Beitragvon Cavaron » Mi 15. Okt 2014, 23:02

Umberto hat es treffend zusammen gefasst. Akkus wollen immer DC, aus der Steckdose kommt aber AC. Autos mit AC-Motor haben einen Inverter eingebaut, der den DC Strom aus den Akkus in AC Strom für den Motor umwandelt und beim Rekuperieren umgekehrt AC-Strom vom Motor zu DC-Ladestrom für die Akkus macht. Zoe schickt den AC-Strom aus der Steckdose quasi ebenfalls durch diesen Inverter. Prinzipiell eine geniale Methode, da vom Motor je nach Rekuperationsleistung auch unterschiedlich viel Strom fließt, ganz so wie bei den verschieden ausgelegten Hausanschlüssen. Auch schnell wechselndes Stromangebot von Photovoltaikanlage ist kein Problem. Natürlich erfordert das zusätzlichen Gleichstromschutz in Ladeadaptern oder Hausanschlüssen (wie bei PV-Anlagen auch).
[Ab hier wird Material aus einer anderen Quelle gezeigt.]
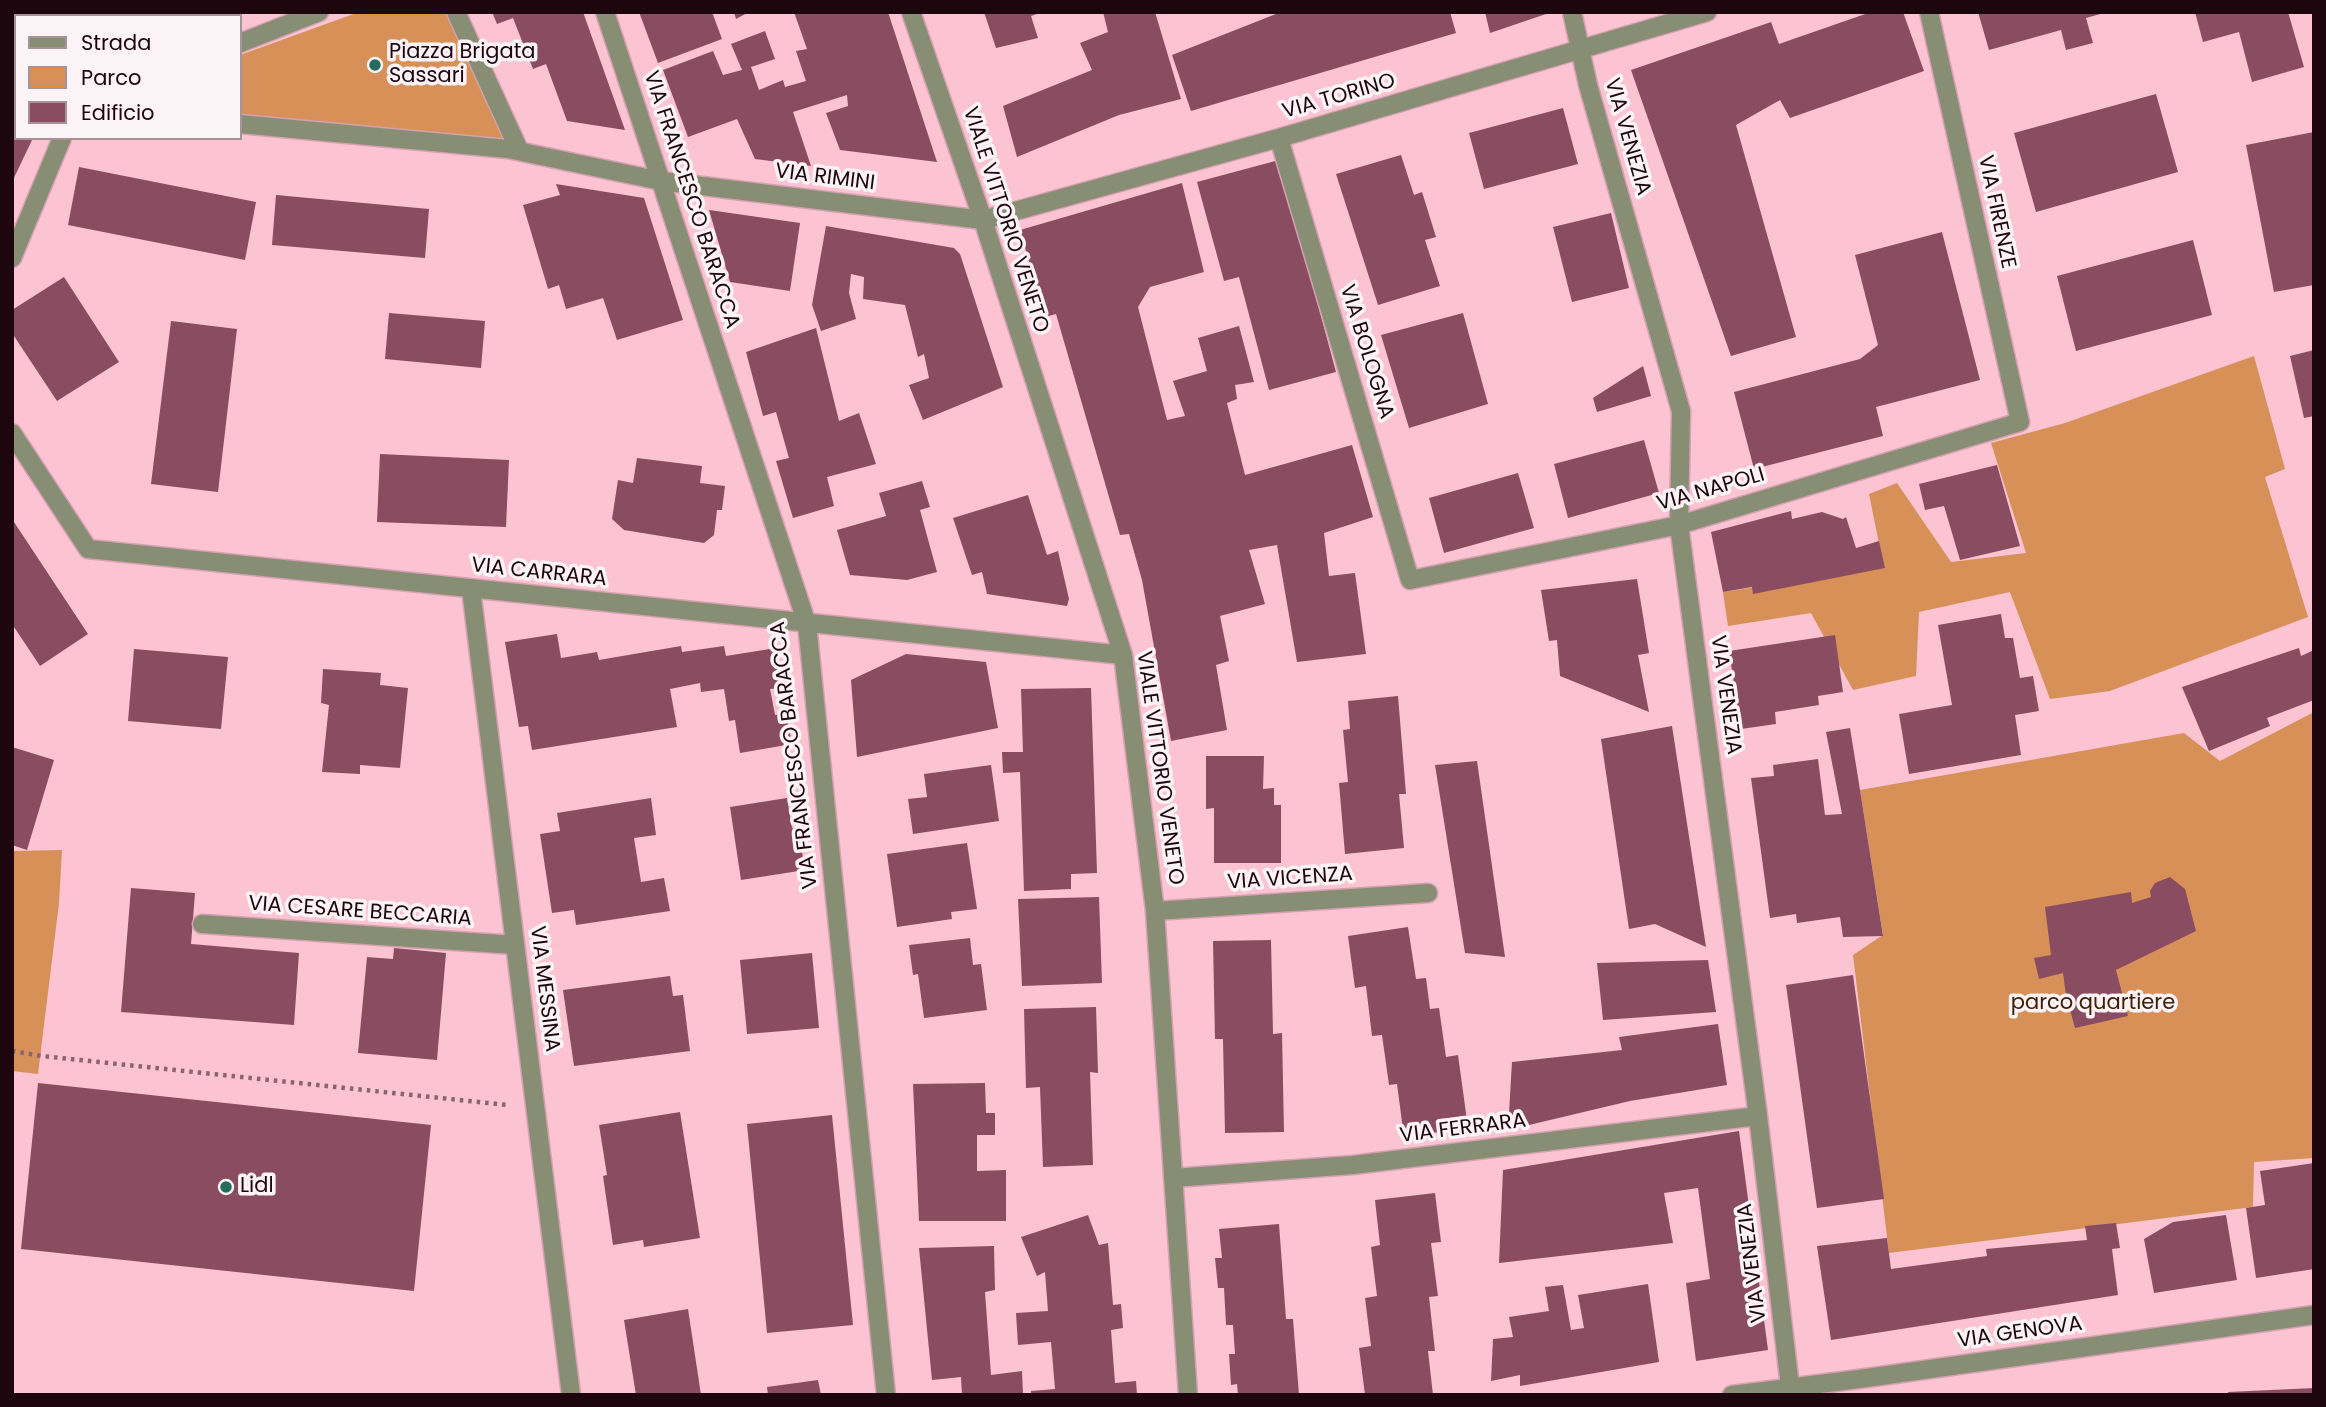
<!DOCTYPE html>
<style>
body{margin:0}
#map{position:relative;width:2326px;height:1407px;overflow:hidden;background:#fcc3d3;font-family:Poppins,sans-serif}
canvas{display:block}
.frame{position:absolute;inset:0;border:14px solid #1d060e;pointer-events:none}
.legend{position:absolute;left:14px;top:14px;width:228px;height:126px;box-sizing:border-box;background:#fbf3f5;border:2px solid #a29499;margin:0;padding:9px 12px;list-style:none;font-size:21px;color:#1d060e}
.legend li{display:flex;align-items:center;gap:14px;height:35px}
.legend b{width:35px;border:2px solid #a29499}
</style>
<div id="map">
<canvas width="2326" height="1407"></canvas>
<div class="frame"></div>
<ul class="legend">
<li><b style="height:9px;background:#878e74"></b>Strada</li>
<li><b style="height:19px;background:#d79158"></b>Parco</li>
<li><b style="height:19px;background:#894c60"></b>Edificio</li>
</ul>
</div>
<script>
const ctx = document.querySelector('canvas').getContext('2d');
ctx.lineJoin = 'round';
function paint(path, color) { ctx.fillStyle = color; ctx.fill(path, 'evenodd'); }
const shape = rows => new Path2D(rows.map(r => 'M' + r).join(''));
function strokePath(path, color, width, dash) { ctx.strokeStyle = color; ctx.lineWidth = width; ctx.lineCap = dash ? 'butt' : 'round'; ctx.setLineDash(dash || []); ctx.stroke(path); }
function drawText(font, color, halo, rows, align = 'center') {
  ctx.font = font + ' Poppins,sans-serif'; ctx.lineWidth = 7; ctx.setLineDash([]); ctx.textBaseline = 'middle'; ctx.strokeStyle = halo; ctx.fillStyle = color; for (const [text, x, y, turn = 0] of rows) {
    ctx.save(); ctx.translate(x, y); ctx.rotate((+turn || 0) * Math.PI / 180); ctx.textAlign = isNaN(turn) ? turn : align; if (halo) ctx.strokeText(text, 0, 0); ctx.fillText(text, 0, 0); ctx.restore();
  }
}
paint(shape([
 [359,12,446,12,505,143,240,118,240,55],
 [2254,356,2285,469,2265,477,2308,617,2110,691,2050,699,2010,592,1919,612,1916,676,1853,690,1811,613,1728,626,1723,592,1884,568,1869,494,1897,483,1951,562,2026,553,1991,443,2065,423],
 [2314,712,2314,1158,2254,1162,2253,1207,1889,1253,1853,955,1883,935,1860,790,2184,733,2220,761],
 [62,850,59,903,38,1074,12,1071,12,851]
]), '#d79158');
paint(shape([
 [19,12,63,12,70,16,17,16],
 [492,12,583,12,625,130,567,121,546,64,533,69,513,18,497,24],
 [639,12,712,12,722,39,658,63],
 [734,12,749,12,736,19],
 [794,12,888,12,937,162,840,150,826,113,848,106,847,95,793,112,811,166,755,159,737,119,688,137,663,70,713,51,723,75,742,70,731,44,765,31,775,59,751,67,759,90,783,80,785,87,806,81,796,51,807,49],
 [984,12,1042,12,1031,16,1038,38,996,48],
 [1103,12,1155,12,1181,99,1119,115,1017,157,1003,106,1092,70,1080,43,1108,32],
 [1281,12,1450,12,1456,33,1191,111,1172,55],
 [1485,12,1548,12,1549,13,1490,33],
 [1871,12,1903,12,1924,71,1790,118,1780,100,1736,125,1796,337,1731,356,1631,70,1771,22,1779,44],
 [1978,12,2104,12,2104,13,2086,18,2093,43,2066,50,2061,30,1989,50],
 [2195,12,2288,12,2304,67,2252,82,2239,32,2203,42],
 [16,18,16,61,12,60,12,25],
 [2156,94,2178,172,2036,212,2014,133],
 [1563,108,1578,164,1484,189,1469,133],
 [12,124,16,126,16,138,33,138,12,182],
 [2314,132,2314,285,2274,292,2246,145],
 [1401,155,1414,195,1422,192,1436,237,1425,240,1440,286,1378,305,1336,174],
 [1279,160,1336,372,1269,390,1239,277,1224,281,1197,182],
 [79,167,256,202,245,260,68,225],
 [1182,183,1204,272,1150,287,1138,307,1167,420,1185,416,1173,381,1207,371,1198,338,1239,326,1254,382,1235,385,1237,399,1227,403,1245,475,1352,445,1373,517,1324,533,1329,576,1355,573,1366,654,1297,662,1277,545,1249,550,1265,604,1220,616,1229,661,1216,665,1227,730,1171,741,1142,580,1129,534,1120,535,1056,314,1045,317,1020,230],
 [556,184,644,198,683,320,617,340,603,298,566,309,559,285,548,289,523,205,560,195],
 [276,195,429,209,425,258,272,245],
 [709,210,800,223,790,291,730,282],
 [1611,213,1629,288,1572,302,1553,227],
 [826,226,954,248,960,254,1003,387,923,420,909,385,929,378,924,354,918,357,905,305,863,299,864,277,851,274,849,293,856,319,821,331,812,305],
 [1942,232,1980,380,1876,407,1883,436,1754,469,1734,392,1860,359,1878,345,1855,255],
 [2193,240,2212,315,2076,351,2057,276],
 [64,277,119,362,57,401,12,333,12,310],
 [389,313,485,321,481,368,385,359],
 [1463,313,1488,404,1409,428,1381,335],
 [171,321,237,329,218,492,151,484],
 [816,328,839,421,859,413,876,464,827,477,834,506,793,518,776,461,789,458,776,412,763,416,746,352],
 [2314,350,2314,416,2304,418,2290,356],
 [1643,366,1651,396,1597,412,1593,398],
 [1644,440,1659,493,1568,518,1554,464],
 [380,454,509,460,506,527,377,522],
 [637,458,702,466,700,483,725,486,722,510,717,510,714,535,704,543,624,530,612,519,618,480,633,483],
 [1997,465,2020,546,1960,560,1944,506,1925,510,1919,484],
 [1518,473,1534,528,1444,553,1429,498],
 [922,481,930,507,920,510,937,572,907,580,850,575,837,530,886,516,879,493],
 [1028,495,1047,555,1058,551,1069,599,1067,606,987,594,982,572,972,575,953,518],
 [1791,511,1792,519,1822,512,1843,519,1846,517,1856,548,1879,541,1885,568,1753,594,1752,587,1723,592,1711,532],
 [12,519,88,634,40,666,12,624],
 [1637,579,1649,653,1638,655,1649,712,1560,676,1557,640,1549,641,1541,590],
 [2001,614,2005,638,2013,638,2020,678,2033,676,2039,711,2015,715,2021,755,1909,774,1899,714,1952,705,1938,625],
 [557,634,561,658,597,652,599,660,681,646,682,652,724,646,726,656,776,648,782,688,770,689,775,715,786,713,792,744,740,753,735,720,729,721,724,689,701,692,700,683,670,689,677,727,532,750,528,726,519,727,505,642],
 [1835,635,1843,692,1818,696,1819,705,1775,712,1776,724,1741,729,1729,651],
 [2299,648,2301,656,2314,650,2314,700,2267,718,2270,726,2209,751,2182,687],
 [134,649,228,657,221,729,128,721],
 [906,654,986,662,998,728,857,757,851,680],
 [323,669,381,673,380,685,408,688,400,768,360,765,360,774,322,772,329,705,321,703],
 [1091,688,1097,873,1071,874,1071,889,1024,891,1020,772,1003,773,1002,752,1023,752,1021,689],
 [1398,696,1406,794,1399,794,1404,848,1345,854,1339,783,1348,782,1343,730,1350,729,1348,701],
 [1672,726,1706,947,1655,924,1629,929,1601,739],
 [1850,728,1860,790,1883,936,1843,937,1840,917,1797,923,1796,914,1770,918,1751,778,1774,776,1773,765,1818,759,1825,815,1842,814,1826,732],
 [12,747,54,760,27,850,12,845],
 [1206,756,1264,756,1263,789,1274,788,1274,805,1281,805,1281,863,1214,863,1214,808,1206,809],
 [1477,761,1505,957,1465,953,1435,765],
 [991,765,999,821,913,834,908,799,927,797,924,774],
 [651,798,656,835,634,838,641,882,664,878,670,911,576,925,574,910,552,913,540,834,560,831,557,813],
 [787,798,792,828,798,827,805,870,741,880,730,807],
 [967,843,977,909,951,912,952,919,897,927,887,854],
 [2170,877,2185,889,2196,931,2116,970,2128,1016,2075,1028,2066,995,2063,973,2039,979,2034,958,2051,955,2045,907,2131,892,2132,903,2151,897,2150,891,2155,883],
 [131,888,195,893,191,944,299,953,294,1025,121,1012],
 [1099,897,1102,983,1022,986,1018,899],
 [1408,927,1416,979,1426,978,1430,1009,1439,1008,1446,1057,1458,1055,1468,1128,1404,1137,1397,1084,1389,1085,1382,1035,1372,1036,1366,986,1355,988,1348,936],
 [970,938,973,965,981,964,987,1010,924,1018,918,974,913,975,909,945],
 [1271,940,1273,1034,1282,1033,1284,1132,1225,1133,1223,1039,1215,1039,1213,941],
 [394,948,446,953,437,1060,358,1053,367,957,393,959],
 [812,953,819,1028,747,1034,740,960],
 [1708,960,1716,1012,1603,1020,1597,963],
 [1853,975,1884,1199,1817,1208,1786,985],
 [670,976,673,996,683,995,690,1051,574,1066,563,990],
 [1096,1007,1098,1073,1090,1072,1093,1165,1043,1167,1040,1087,1026,1088,1024,1009],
 [1718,1024,1727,1085,1630,1101,1508,1130,1512,1062,1622,1050,1619,1037],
 [38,1083,431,1125,414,1291,21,1249],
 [985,1083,986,1113,995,1113,995,1135,977,1135,977,1171,1006,1170,1006,1221,919,1221,913,1084],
 [680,1112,700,1238,644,1247,643,1240,613,1245,603,1176,607,1175,599,1125],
 [832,1115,853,1325,767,1333,747,1124],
 [1739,1131,1768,1350,1696,1361,1686,1283,1710,1279,1698,1188,1664,1193,1673,1243,1499,1263,1503,1170],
 [2314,1163,2314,1269,2256,1278,2246,1208,2265,1205,2260,1171],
 [1435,1193,1441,1242,1431,1243,1438,1296,1429,1297,1435,1351,1428,1351,1433,1395,1365,1395,1359,1348,1371,1346,1365,1298,1377,1296,1371,1247,1380,1245,1375,1200],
 [1088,1215,1099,1245,1108,1243,1113,1305,1121,1304,1123,1328,1111,1330,1115,1383,1136,1381,1137,1395,1031,1395,1031,1391,1055,1389,1051,1342,1018,1345,1016,1313,1048,1311,1045,1272,1037,1276,1021,1237],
 [2226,1215,2237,1280,2154,1293,2144,1239,2173,1222],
 [2116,1223,2120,1248,2112,1249,2118,1295,1831,1340,1817,1246,1887,1238,1891,1269,1987,1256,1986,1249,2087,1240,2085,1226],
 [1279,1224,1286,1319,1293,1319,1299,1395,1238,1395,1237,1384,1231,1385,1229,1354,1235,1354,1233,1325,1226,1325,1224,1288,1218,1288,1215,1258,1222,1258,1219,1229],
 [994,1246,995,1290,985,1292,991,1375,1022,1371,1023,1394,962,1395,961,1377,932,1380,919,1248],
 [1648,1284,1659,1362,1520,1386,1520,1375,1491,1381,1493,1339,1513,1337,1509,1317,1549,1311,1545,1287,1563,1285,1571,1330,1584,1328,1578,1295],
 [688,1309,701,1395,636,1395,624,1320],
 [818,1380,821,1395,768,1395,767,1387],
 [2314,1388,2314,1395,2228,1395,2228,1392]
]), '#894c60');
const minor = shape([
 [456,12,519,150],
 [605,12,807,624,886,1395],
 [911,12,983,220,1123,655,1155,911,1188,1395],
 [1572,12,1588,85,1681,411,1679,525,1758,1116,1791,1395],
 [240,43,319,12],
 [240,124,508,149,661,181,983,220,1279,138,1707,12],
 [1279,138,1410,580,1679,525,2020,422,1929,12],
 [12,258,62,138],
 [12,433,88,549,1123,655],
 [471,589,571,1395],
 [1155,911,1428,893],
 [202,924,515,945],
 [1173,1178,1353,1165,1758,1116],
 [1732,1395,1859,1379,2314,1315]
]);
strokePath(minor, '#d4a1b0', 21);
strokePath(shape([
 [12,1051,42,1056,507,1105]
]), '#8a636e', 4.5, [3.5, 5]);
strokePath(minor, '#878e74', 18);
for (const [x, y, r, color] of [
 [375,65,7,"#256b5e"],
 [226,1187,7,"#256b5e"]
]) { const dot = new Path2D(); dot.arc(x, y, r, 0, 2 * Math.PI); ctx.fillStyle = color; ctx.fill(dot); strokePath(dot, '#fbf3f5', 2.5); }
drawText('21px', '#1d060e', '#fbf3f5', [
 ["Piazza Brigata",389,53],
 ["Sassari",389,77],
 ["Lidl",240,1187]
], 'left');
drawText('21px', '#1d060e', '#fbf3f5', [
 ["VIA TORINO",1339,97,-16],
 ["VIA VENEZIA",1627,137,74],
 ["VIA RIMINI",825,178,7],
 ["VIA FRANCESCO BARACCA",691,200,72],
 ["VIA FIRENZE",1996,212,78],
 ["VIALE VITTORIO VENETO",1005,220,72],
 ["VIA BOLOGNA",1366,352,73],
 ["VIA NAPOLI",1711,490,-16],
 ["VIA CARRARA",539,573,6],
 ["VIA VENEZIA",1725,695,82],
 ["VIA FRANCESCO BARACCA",795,755,-97],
 ["VIALE VITTORIO VENETO",1159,768,82],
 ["VIA VICENZA",1290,879,-4],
 ["VIA CESARE BECCARIA",360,912,4],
 ["VIA MESSINA",544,989,83],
 ["VIA FERRARA",1463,1129,-7],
 ["VIA VENEZIA",1753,1263,-97],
 ["VIA GENOVA",2020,1333,-8]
]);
drawText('21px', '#3f2105', '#fbf3f5', [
 ["parco quartiere",2093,1004]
]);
</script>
Die andere Seite wäre ein geschlossenes DC-System. Bei einem DC-Motor fallen weniger Umwandlungsverluste vom Akku zum Motor sowie umgekehrt an und man spart sich quasi den Inverter (Kosten, Gewicht). Wären DC-Schnelllader flächendeckend vorhanden, bräuchte man quasi keine Ladeelektronik im Auto, womit dies wahrscheinlich das bessere System wäre... in einer perfekten Welt ohne Explosionsmotoren...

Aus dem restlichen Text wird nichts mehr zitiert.